Start of THE DATA

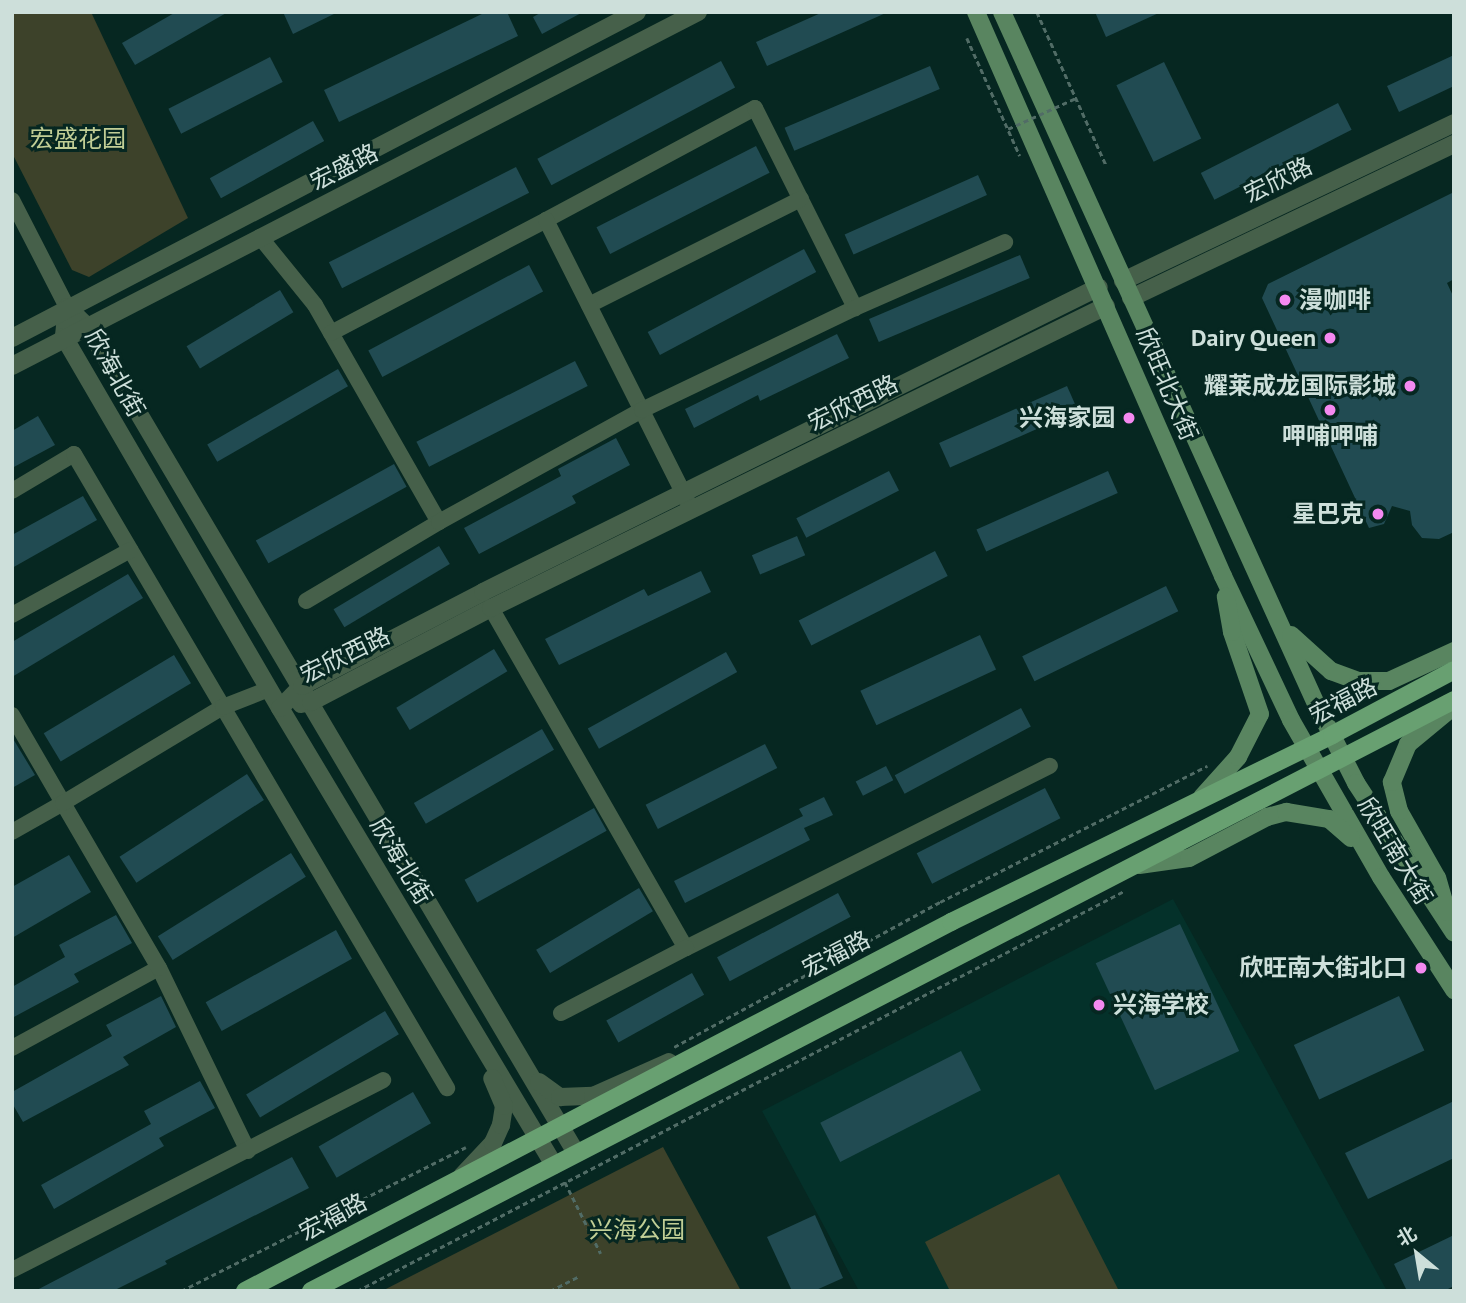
<!DOCTYPE html>
<meta charset="utf-8">
<style>
body{margin:0}
#map{position:relative;width:1466px;height:1303px;overflow:hidden;background:#062721;font-family:"PT Sans","Noto Sans SC",sans-serif}
div>[style]{position:absolute}
[style*='--x']{left:calc(var(--x)*1px);top:calc(var(--y)*1px);width:calc(var(--w)*1px);rotate:calc(var(--a)*1deg)}
.built>*{inset:0;background:#04312a}
.green>*{inset:0;background:#3d422a}
.building>*{inset:0;background:#214b52;transform-origin:0 0}
.path>*{height:2.5px;margin-top:-1.25px;transform-origin:0;background:repeating-linear-gradient(90deg,#516c66 0 5px,transparent 0 8.5px)}
.minor>*{height:16px;margin:-8px;padding:0 8px;transform-origin:8px;border-radius:8px;background:#46604a}
.tertiary>*{height:18px;margin:-9px;padding:0 9px;transform-origin:9px;border-radius:9px;background:#46604a}
.secondary>*{height:18px;margin:-9px;padding:0 9px;transform-origin:9px;border-radius:9px;background:#598560}
.primary>*{height:18px;margin:-9px;padding:0 9px;transform-origin:9px;border-radius:9px;background:#68a071}
.path-bridge>*{height:2.5px;margin-top:-1.25px;transform-origin:0;background:repeating-linear-gradient(90deg,#516c66 0 5px,transparent 0 8.5px)}
.dots>*{width:19px;height:19px;translate:-50% -50%;box-sizing:border-box;border:4px solid #062721;border-radius:50%}
span{translate:-50% -50%;white-space:nowrap;text-align:center;line-height:1.15;-webkit-text-stroke:6px #062721;paint-order:stroke}
.park-label{font-size:24px;color:#c1ce95}
.street-label{font-size:24px;color:#cddfda}
.poi-label{font-size:24px;color:#cddfda;font-weight:700}
.left{translate:0 -50%;text-align:left}
.right{translate:-100% -50%;text-align:right}
.frame{position:absolute;inset:0;border:14px solid #cddfda;pointer-events:none}
.north{position:absolute;left:1382px;top:1219px;width:70px;height:70px;-webkit-text-stroke:5px #062721;paint-order:stroke;rotate:330deg;font-size:19px;font-weight:700;line-height:28px;text-align:center;color:#cddfda}
.north::after{content:'';display:block;margin:auto;width:24px;height:32px;background:#cddfda;clip-path:polygon(50% 0,100% 100%,50% 72%,0 100%)}
</style>
<div id="map">
<div class="built">
<div style="clip-path:polygon(1173px 899px,1387px 1291px,859px 1291px,762px 1111px)"></div>
</div>
<div class="green">
<div style="clip-path:polygon(12px 12px,91px 12px,188px 218px,89px 277px,72px 270px,12px 153px)"></div>
<div style="clip-path:polygon(663px 1147px,741px 1291px,382px 1291px)"></div>
<div style="clip-path:polygon(1059px 1174px,1119px 1291px,950px 1291px,925px 1242px)"></div>
</div>
<div class="building">
<div style="clip-path:polygon(176px 12px,228px 12px,135px 65px,122px 43px)"></div>
<div style="clip-path:polygon(283px 12px,338px 12px,293px 34px)"></div>
<div style="clip-path:polygon(486px 12px,507px 12px,518px 36px,339px 122px,324px 90px)"></div>
<div style="clip-path:polygon(542px 12px,583px 12px,542px 34px,533px 17px)"></div>
<div style="clip-path:polygon(823px 12px,888px 12px,767px 66px,756px 42px)"></div>
<div style="clip-path:polygon(1095px 12px,1161px 12px,1106px 37px)"></div>
<div style="clip-path:polygon(1454px 55px,1454px 86px,1399px 112px,1387px 86px)"></div>
<div style="left:270px;top:57px;width:28px;height:114px;rotate:63deg"></div>
<div style="left:721px;top:61px;width:30px;height:208px;rotate:62deg"></div>
<div style="left:1164px;top:62px;width:85px;height:53px;rotate:64deg"></div>
<div style="left:930px;top:66px;width:25px;height:158px;rotate:67deg"></div>
<div style="left:1338px;top:103px;width:30px;height:154px;rotate:63deg"></div>
<div style="left:313px;top:121px;width:23px;height:118px;rotate:61deg"></div>
<div style="left:756px;top:146px;width:30px;height:179px;rotate:63deg"></div>
<div style="left:516px;top:167px;width:29px;height:210px;rotate:63deg"></div>
<div style="left:978px;top:175px;width:22px;height:146px;rotate:66deg"></div>
<div style="clip-path:polygon(1454px 192px,1454px 279px,1447px 283px,1454px 298px,1454px 532px,1439px 539px,1422px 538px,1412px 525px,1410px 511px,1392px 506px,1384px 524px,1369px 528px,1262px 298px,1268px 284px)"></div>
<div style="left:804px;top:249px;width:26px;height:177px;rotate:62deg"></div>
<div style="left:1020px;top:255px;width:25px;height:164px;rotate:67deg"></div>
<div style="left:529px;top:265px;width:30px;height:182px;rotate:62deg"></div>
<div style="left:280px;top:290px;width:26px;height:109px;rotate:59deg"></div>
<div style="clip-path:polygon(837px 334px,849px 358px,760px 401px,758px 395px,694px 428px,685px 409px)"></div>
<div style="left:575px;top:361px;width:28px;height:178px;rotate:63deg"></div>
<div style="left:338px;top:369px;width:20px;height:151px;rotate:60deg"></div>
<div style="left:1067px;top:386px;width:27px;height:140px;rotate:66deg"></div>
<div style="clip-path:polygon(38px 416px,55px 445px,12px 468px,12px 431px)"></div>
<div style="clip-path:polygon(616px 438px,630px 465px,572px 496px,576px 503px,479px 554px,464px 528px,561px 476px,558px 469px)"></div>
<div style="left:394px;top:464px;width:26px;height:158px;rotate:61deg"></div>
<div style="left:889px;top:471px;width:22px;height:104px;rotate:63deg"></div>
<div style="left:1108px;top:471px;width:24px;height:144px;rotate:66deg"></div>
<div style="clip-path:polygon(83px 496px,97px 520px,12px 568px,12px 535px)"></div>
<div style="left:797px;top:536px;width:21px;height:49px;rotate:67deg"></div>
<div style="left:439px;top:546px;width:21px;height:123px;rotate:59deg"></div>
<div style="left:935px;top:551px;width:28px;height:153px;rotate:63deg"></div>
<div style="clip-path:polygon(701px 571px,711px 592px,559px 665px,545px 639px,644px 589px,648px 596px)"></div>
<div style="clip-path:polygon(128px 574px,143px 598px,12px 677px,12px 642px)"></div>
<div style="left:1166px;top:586px;width:28px;height:160px;rotate:64deg"></div>
<div style="left:980px;top:635px;width:38px;height:132px;rotate:65deg"></div>
<div style="left:494px;top:649px;width:26px;height:114px;rotate:59deg"></div>
<div style="left:726px;top:652px;width:23px;height:158px;rotate:61deg"></div>
<div style="left:174px;top:655px;width:33px;height:152px;rotate:59deg"></div>
<div style="left:1021px;top:708px;width:21px;height:143px;rotate:62deg"></div>
<div style="left:542px;top:729px;width:24px;height:148px;rotate:60deg"></div>
<div style="clip-path:polygon(12px 737px,35px 775px,12px 788px)"></div>
<div style="left:765px;top:744px;width:27px;height:134px;rotate:63deg"></div>
<div style="left:886px;top:766px;width:16px;height:34px;rotate:63deg"></div>
<div style="left:247px;top:774px;width:31px;height:152px;rotate:57deg"></div>
<div style="left:1045px;top:788px;width:34px;height:144px;rotate:63deg"></div>
<div style="clip-path:polygon(824px 797px,833px 815px,804px 828px,810px 840px,685px 903px,674px 881px,803px 816px,799px 809px)"></div>
<div style="left:594px;top:808px;width:26px;height:148px;rotate:61deg"></div>
<div style="left:291px;top:853px;width:28px;height:157px;rotate:58deg"></div>
<div style="clip-path:polygon(69px 855px,91px 892px,12px 938px,12px 887px)"></div>
<div style="left:639px;top:888px;width:27px;height:120px;rotate:59deg"></div>
<div style="left:838px;top:893px;width:27px;height:137px;rotate:62deg"></div>
<div style="clip-path:polygon(116px 915px,132px 943px,74px 974px,79px 982px,12px 1018px,12px 987px,65px 957px,59px 945px)"></div>
<div style="left:1180px;top:924px;width:140px;height:93px;rotate:65deg"></div>
<div style="left:336px;top:930px;width:33px;height:149px;rotate:61deg"></div>
<div style="left:692px;top:973px;width:25px;height:98px;rotate:61deg"></div>
<div style="clip-path:polygon(161px 996px,176px 1027px,123px 1057px,129px 1065px,23px 1122px,12px 1103px,12px 1092px,112px 1036px,106px 1025px)"></div>
<div style="left:1399px;top:996px;width:60px;height:116px;rotate:65deg"></div>
<div style="left:385px;top:1011px;width:27px;height:162px;rotate:59deg"></div>
<div style="left:961px;top:1051px;width:44px;height:158px;rotate:63deg"></div>
<div style="clip-path:polygon(200px 1081px,215px 1108px,159px 1138px,164px 1146px,54px 1209px,41px 1185px,151px 1124px,144px 1111px)"></div>
<div style="left:413px;top:1092px;width:36px;height:109px;rotate:60deg"></div>
<div style="clip-path:polygon(1454px 1101px,1454px 1158px,1368px 1199px,1345px 1153px)"></div>
<div style="clip-path:polygon(292px 1157px,309px 1188px,165px 1261px,167px 1264px,113px 1291px,35px 1291px)"></div>
<div style="clip-path:polygon(815px 1215px,843px 1278px,814px 1291px,792px 1291px,767px 1237px)"></div>
<div style="clip-path:polygon(1454px 1235px,1454px 1286px,1444px 1291px,1407px 1291px,1394px 1264px)"></div>
</div>
<div class="path">
<div style="--x:1037;--y:12;--w:168;--a:65.7"></div>
<div style="--x:967;--y:38;--w:129;--a:65.8"></div>
<div style="--x:674;--y:1047;--w:303;--a:-28.6"></div>
<div style="--x:940;--y:902;--w:300;--a:-27"></div>
<div style="--x:565;--y:1182;--w:80;--a:63.4"></div>
<div style="--x:181;--y:1291;--w:319;--a:-26.8"></div>
<div style="--x:357;--y:1291;--w:865;--a:-27.54"></div>
<div style="--x:550;--y:1291;--w:33;--a:-27"></div>
</div>
<div class="minor">
<div style="--x:12;--y:200;--w:120;--a:62.8"></div>
<div style="--x:546;--y:220;--w:237;--a:-28.2"></div>
<div style="--x:755;--y:108;--w:224;--a:63.4"></div>
<div style="--x:260;--y:237;--w:87;--a:51"></div>
<div style="--x:315;--y:305;--w:250;--a:60.3"></div>
<div style="--x:589;--y:305;--w:237;--a:-26.6"></div>
<div style="--x:331;--y:333;--w:243;--a:-27.7"></div>
<div style="--x:546;--y:220;--w:318;--a:63.3"></div>
<div style="--x:12;--y:491;--w:72;--a:-30.8"></div>
<div style="--x:74;--y:454;--w:736;--a:59.53"></div>
<div style="--x:306;--y:601;--w:155;--a:-30.7"></div>
<div style="--x:439;--y:522;--w:232;--a:-28.9"></div>
<div style="--x:642;--y:410;--w:236;--a:-25.6"></div>
<div style="--x:855;--y:308;--w:164;--a:-23.7"></div>
<div style="--x:491;--y:608;--w:392;--a:60.2"></div>
<div style="--x:686;--y:948;--w:407;--a:-26.6"></div>
<div style="--x:12;--y:615;--w:135;--a:-28.8"></div>
<div style="--x:12;--y:715;--w:102;--a:59.9"></div>
<div style="--x:63;--y:803;--w:59;--a:150.4"></div>
<div style="--x:561;--y:1013;--w:141;--a:-27.5"></div>
<div style="--x:12;--y:1048;--w:167;--a:-28.6"></div>
<div style="--x:248;--y:1151;--w:203;--a:-115.9"></div>
<div style="--x:159;--y:968;--w:191;--a:-120.2"></div>
<div style="--x:63;--y:803;--w:187;--a:-31"></div>
<div style="--x:223;--y:707;--w:49;--a:-21.4"></div>
<div style="--x:12;--y:1270;--w:417;--a:-27.1"></div>
</div>
<div class="tertiary">
<div style="--x:1123;--y:281;--w:367;--a:-25.5"></div>
<div style="--x:1131;--y:298;--w:358;--a:-25.5"></div>
<div style="--x:67;--y:307;--w:30;--a:96"></div>
<div style="--x:64;--y:337;--w:429;--a:59.8"></div>
<div style="--x:280;--y:708;--w:533;--a:59.05"></div>
<div style="--x:67;--y:307;--w:28;--a:44"></div>
<div style="--x:87;--y:326;--w:961;--a:59.4"></div>
<div style="--x:12;--y:338;--w:705;--a:-27.55"></div>
<div style="--x:12;--y:366;--w:772;--a:-27.3"></div>
<div style="--x:301;--y:704;--w:10;--a:-11"></div>
<div style="--x:311;--y:702;--w:203;--a:-27.6"></div>
<div style="--x:491;--y:608;--w:685;--a:-26.15"></div>
<div style="--x:280;--y:708;--w:31;--a:-45"></div>
<div style="--x:302;--y:686;--w:204;--a:-27.4"></div>
<div style="--x:483;--y:592;--w:687;--a:-26.34"></div>
<div style="--x:539;--y:1082;--w:26;--a:36"></div>
<div style="--x:560;--y:1097;--w:33;--a:-2"></div>
<div style="--x:593;--y:1096;--w:83;--a:-24.1"></div>
<div style="--x:462;--y:1176;--w:45;--a:-46.8"></div>
<div style="--x:493;--y:1143;--w:20;--a:-66"></div>
<div style="--x:501;--y:1125;--w:19;--a:-81"></div>
<div style="--x:504;--y:1106;--w:30;--a:-113"></div>
</div>
<div class="secondary">
<div style="--x:976;--y:12;--w:616;--a:66.35"></div>
<div style="--x:1223;--y:576;--w:159;--a:64.7"></div>
<div style="--x:1291;--y:720;--w:181;--a:60.2"></div>
<div style="--x:1381;--y:877;--w:135;--a:57.1"></div>
<div style="--x:1002;--y:12;--w:762;--a:65.59"></div>
<div style="--x:1317;--y:706;--w:86;--a:63.1"></div>
<div style="--x:1356;--y:783;--w:179;--a:56.8"></div>
<div style="--x:1291;--y:635;--w:54;--a:42"></div>
<div style="--x:1331;--y:671;--w:29;--a:20"></div>
<div style="--x:1358;--y:681;--w:31;--a:0"></div>
<div style="--x:1389;--y:681;--w:72;--a:-24.8"></div>
<div style="--x:1202;--y:797;--w:54;--a:-48"></div>
<div style="--x:1238;--y:757;--w:48;--a:-62.9"></div>
<div style="--x:1260;--y:714;--w:87;--a:-108.9"></div>
<div style="--x:1232;--y:632;--w:36;--a:-100"></div>
<div style="--x:1139;--y:865;--w:50;--a:-8"></div>
<div style="--x:1189;--y:858;--w:88;--a:-27.7"></div>
<div style="--x:1267;--y:817;--w:20;--a:-15"></div>
<div style="--x:1286;--y:812;--w:44;--a:9.2"></div>
<div style="--x:1329;--y:819;--w:29;--a:41"></div>
<div style="--x:1447;--y:912;--w:35;--a:-106"></div>
<div style="--x:1437;--y:878;--w:77;--a:-119.6"></div>
<div style="--x:1399;--y:811;--w:30;--a:-104"></div>
<div style="--x:1392;--y:782;--w:41;--a:-67.2"></div>
<div style="--x:1408;--y:744;--w:60;--a:-39.6"></div>
</div>
<div class="primary">
<div style="--x:245;--y:1291;--w:797;--a:-27.59"></div>
<div style="--x:951;--y:922;--w:424;--a:-26.1"></div>
<div style="--x:1332;--y:735;--w:138;--a:-28"></div>
<div style="--x:311;--y:1291;--w:1287;--a:-27.34"></div>
</div>
<div class="path-bridge">
<div style="--x:1008;--y:129;--w:75;--a:-24.5"></div>
</div>
<div class="dots">
<div style="left:1285px;top:300px;background:#f489f0"></div>
<div style="left:1330px;top:338px;background:#f489f0"></div>
<div style="left:1410px;top:386px;background:#f489f0"></div>
<div style="left:1330px;top:410px;background:#f489f0"></div>
<div style="left:1129px;top:418px;background:#f489f0"></div>
<div style="left:1378px;top:514px;background:#f489f0"></div>
<div style="left:1421px;top:968px;background:#f489f0"></div>
<div style="left:1099px;top:1005px;background:#f489f0"></div>
</div>
<div class="park-label">
<span style="left:78px;top:139px">宏盛花园</span>
<span style="left:637px;top:1230px">兴海公园</span>
</div>
<div class="street-label">
<span style="left:344px;top:167px;rotate:-27deg">宏盛路</span>
<span style="left:1278px;top:180px;rotate:-26deg">宏欣路</span>
<span style="left:115px;top:373px;rotate:61deg">欣海北街</span>
<span style="left:1167px;top:384px;rotate:67deg">欣旺北大街</span>
<span style="left:853px;top:403px;rotate:-26deg">宏欣西路</span>
<span style="left:345px;top:655px;rotate:-26deg">宏欣西路</span>
<span style="left:1343px;top:701px;rotate:-27deg">宏福路</span>
<span style="left:1395px;top:851px;rotate:59deg">欣旺南大街</span>
<span style="left:401px;top:861px;rotate:59deg">欣海北街</span>
<span style="left:836px;top:954px;rotate:-27deg">宏福路</span>
<span style="left:333px;top:1217px;rotate:-28deg">宏福路</span>
</div>
<div class="poi-label">
<span class="left" style="left:1299px;top:300px">漫咖啡</span>
<span class="right" style="left:1316px;top:338px">Dairy Queen</span>
<span class="right" style="left:1396px;top:386px">耀莱成龙国际影城</span>
<span class="right" style="left:1115px;top:418px">兴海家园</span>
<span style="left:1330px;top:436px">呷哺呷哺</span>
<span class="right" style="left:1364px;top:514px">星巴克</span>
<span class="right" style="left:1407px;top:968px">欣旺南大街北口</span>
<span class="left" style="left:1113px;top:1005px">兴海学校</span>
</div>
<div class="frame"></div>
<div class="north">北</div>
</div>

End of THE DATA

PROBLEM REQUIREMENTS
The lines above that hold "building" are the result; show every one of them.

EXPECTED ANSWER
.building>*{inset:0;background:#214b52;transform-origin:0 0}
<div class="building">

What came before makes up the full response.